Um casamento de pacto era o esperado pela maioria das donzelas de todos os reinos, mal desabrochavam. Matild ousava ter sonhos. Na sua pouca idade tinha sonhos de amor, estava apaixonada, daquelas paixões que não cabem no coração, entornam-se. Sempre ouviu dizer que paixões só existem nas cantigas entoadas por trovadores. Que as relações são feitas de afetos que se fortalecem ao decorrer dos anos, que se aprende a amar, a servir. Conhecia moças que foram arrastadas para esse abismo, lembrava dos seus tediosos sorrisos. Ela escolheu outro tipo de perdição.

Rasgou a parte do vestido estragado para facilitar a subida da colina através do mato alto. Dali, a meio caminho do topo, já podia ver as terras do seu pai, o senhor daquele reino. O rio Danúbio brilhava na luz do fraco luar que vez em quando surgia das nuvens. Os pingos da chuva fina nas suas águas pareciam lágrimas de prata. Imaginou a dor da sua família com a sua repentina fuga, contudo, as suas lágrimas não eram de tristeza, mas de desejo. Todo o seu senso era paixão e ela correu o mais rápido que pôde para encontrar o seu amor.

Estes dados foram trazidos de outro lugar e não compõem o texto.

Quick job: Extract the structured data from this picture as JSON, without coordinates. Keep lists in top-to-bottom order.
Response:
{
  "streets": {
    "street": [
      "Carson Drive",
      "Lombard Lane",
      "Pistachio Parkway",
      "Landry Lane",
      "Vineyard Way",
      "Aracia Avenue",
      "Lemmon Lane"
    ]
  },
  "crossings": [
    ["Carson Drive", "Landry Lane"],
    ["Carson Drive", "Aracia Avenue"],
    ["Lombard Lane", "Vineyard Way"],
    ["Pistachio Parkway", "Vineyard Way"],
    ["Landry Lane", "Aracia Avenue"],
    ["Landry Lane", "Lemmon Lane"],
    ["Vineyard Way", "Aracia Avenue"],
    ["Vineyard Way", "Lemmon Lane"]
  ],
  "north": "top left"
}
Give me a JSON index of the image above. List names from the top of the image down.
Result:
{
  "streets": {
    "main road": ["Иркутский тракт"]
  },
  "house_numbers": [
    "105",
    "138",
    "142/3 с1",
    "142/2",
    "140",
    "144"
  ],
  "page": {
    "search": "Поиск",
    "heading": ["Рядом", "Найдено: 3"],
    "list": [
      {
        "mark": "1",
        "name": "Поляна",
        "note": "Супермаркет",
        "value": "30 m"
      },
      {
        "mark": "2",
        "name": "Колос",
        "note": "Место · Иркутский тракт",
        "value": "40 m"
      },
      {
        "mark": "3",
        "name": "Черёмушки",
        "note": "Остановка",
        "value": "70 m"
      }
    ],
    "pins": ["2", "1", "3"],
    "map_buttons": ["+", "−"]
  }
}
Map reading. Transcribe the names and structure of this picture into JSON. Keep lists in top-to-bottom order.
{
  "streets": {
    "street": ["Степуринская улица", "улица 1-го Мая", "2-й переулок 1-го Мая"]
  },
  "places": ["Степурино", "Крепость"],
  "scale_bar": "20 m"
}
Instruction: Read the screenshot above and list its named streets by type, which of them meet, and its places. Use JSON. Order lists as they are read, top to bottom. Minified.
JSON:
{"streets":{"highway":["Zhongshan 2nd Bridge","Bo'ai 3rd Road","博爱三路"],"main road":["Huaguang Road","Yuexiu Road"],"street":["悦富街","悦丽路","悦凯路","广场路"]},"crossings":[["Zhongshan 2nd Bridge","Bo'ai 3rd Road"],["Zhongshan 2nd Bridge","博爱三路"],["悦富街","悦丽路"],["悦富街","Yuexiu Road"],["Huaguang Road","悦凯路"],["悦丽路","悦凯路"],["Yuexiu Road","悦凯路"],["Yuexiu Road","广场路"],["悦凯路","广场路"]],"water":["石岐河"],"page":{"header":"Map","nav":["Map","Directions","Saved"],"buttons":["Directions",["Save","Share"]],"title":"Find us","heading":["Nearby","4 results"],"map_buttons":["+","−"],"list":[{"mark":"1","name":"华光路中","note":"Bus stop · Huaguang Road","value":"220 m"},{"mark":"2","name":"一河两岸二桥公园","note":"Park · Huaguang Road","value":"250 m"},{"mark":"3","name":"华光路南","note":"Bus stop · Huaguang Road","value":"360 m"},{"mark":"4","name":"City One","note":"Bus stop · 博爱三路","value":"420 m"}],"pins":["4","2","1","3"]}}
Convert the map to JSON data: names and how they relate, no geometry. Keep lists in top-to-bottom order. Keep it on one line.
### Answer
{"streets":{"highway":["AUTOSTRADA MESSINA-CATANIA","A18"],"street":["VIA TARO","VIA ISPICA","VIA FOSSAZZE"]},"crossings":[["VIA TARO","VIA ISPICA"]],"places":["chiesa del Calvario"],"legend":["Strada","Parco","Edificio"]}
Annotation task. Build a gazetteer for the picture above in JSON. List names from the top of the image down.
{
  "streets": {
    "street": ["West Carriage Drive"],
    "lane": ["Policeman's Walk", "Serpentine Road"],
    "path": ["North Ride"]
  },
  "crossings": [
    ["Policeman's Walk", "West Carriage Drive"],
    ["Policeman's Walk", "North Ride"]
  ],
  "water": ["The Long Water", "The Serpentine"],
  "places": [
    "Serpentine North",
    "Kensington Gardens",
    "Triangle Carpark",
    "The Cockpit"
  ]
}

Dizem que o amor de perdição conta-se nos dedos. Não havia dedos em infindáveis mãos para contar a paixão de Matild e Erdene, como também não havia justificativas possíveis para convencer seu pai do seu destino. O rei nunca saberia, mas ela escolhera o inimigo.

Acima do Danúbio, no seu rastro fugitivo, ela tremia não só de frio. Matild era pequena, delicada como uma flor, também destemida como a sua linhagem real e decidida, como nenhuma mulher da sua família ousou ser. Mas ali, naquela noite incerta, sentiu medo. Os gritos dos cavaleiros do rei e o fogo implacável das suas tochas, piscando no meio do mato, mostravam que não haveria compaixão. Seu pai não aceitaria a sua escolha, muito menos a sua fuga.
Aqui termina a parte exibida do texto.